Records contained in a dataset
__________

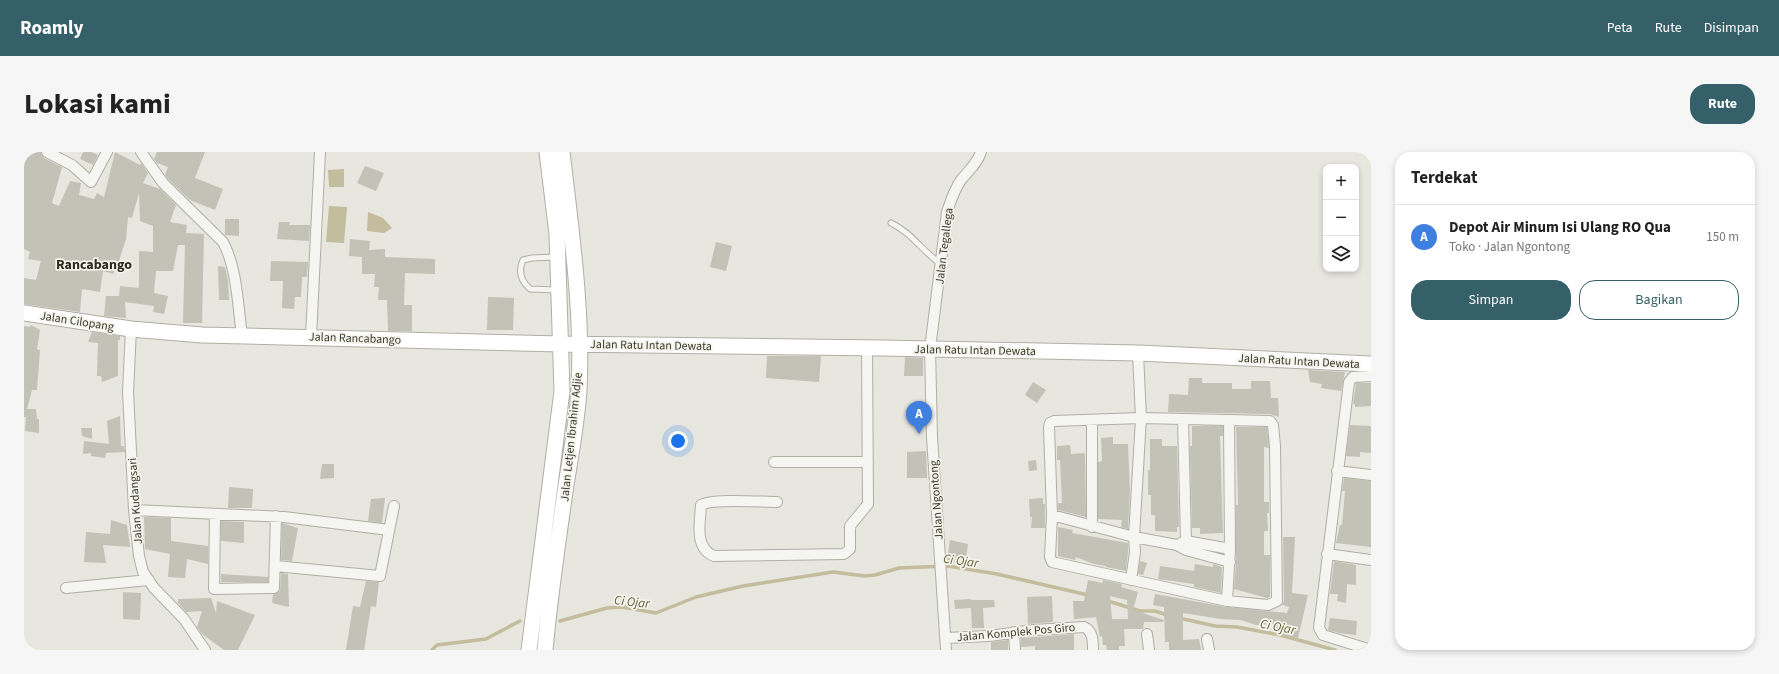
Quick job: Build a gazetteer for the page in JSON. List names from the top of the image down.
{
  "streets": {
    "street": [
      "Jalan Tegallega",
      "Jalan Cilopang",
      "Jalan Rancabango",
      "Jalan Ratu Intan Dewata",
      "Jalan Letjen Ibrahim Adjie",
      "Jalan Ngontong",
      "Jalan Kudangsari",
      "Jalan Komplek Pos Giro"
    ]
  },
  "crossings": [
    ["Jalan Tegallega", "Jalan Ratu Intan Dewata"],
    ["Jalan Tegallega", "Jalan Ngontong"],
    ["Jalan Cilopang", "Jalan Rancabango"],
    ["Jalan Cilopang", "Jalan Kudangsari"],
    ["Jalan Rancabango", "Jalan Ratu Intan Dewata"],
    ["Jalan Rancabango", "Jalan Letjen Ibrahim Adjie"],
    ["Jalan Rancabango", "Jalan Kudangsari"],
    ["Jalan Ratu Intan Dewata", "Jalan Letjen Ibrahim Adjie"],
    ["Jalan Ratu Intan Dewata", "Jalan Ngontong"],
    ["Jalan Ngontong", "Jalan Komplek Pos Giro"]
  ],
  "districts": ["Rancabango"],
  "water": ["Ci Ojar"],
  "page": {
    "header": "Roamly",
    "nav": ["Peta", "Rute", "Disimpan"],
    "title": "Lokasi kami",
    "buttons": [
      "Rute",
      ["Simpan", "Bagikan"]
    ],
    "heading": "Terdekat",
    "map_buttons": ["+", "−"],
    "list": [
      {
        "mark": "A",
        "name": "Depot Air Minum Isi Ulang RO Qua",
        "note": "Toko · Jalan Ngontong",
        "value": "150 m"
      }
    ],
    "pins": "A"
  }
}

__________

Task description:
Look through the data above. Copy every line with the string "Rancabango" in it.

Response to this exercise:
      "Jalan Rancabango",
    ["Jalan Cilopang", "Jalan Rancabango"],
    ["Jalan Rancabango", "Jalan Ratu Intan Dewata"],
    ["Jalan Rancabango", "Jalan Letjen Ibrahim Adjie"],
    ["Jalan Rancabango", "Jalan Kudangsari"],
  "districts": ["Rancabango"],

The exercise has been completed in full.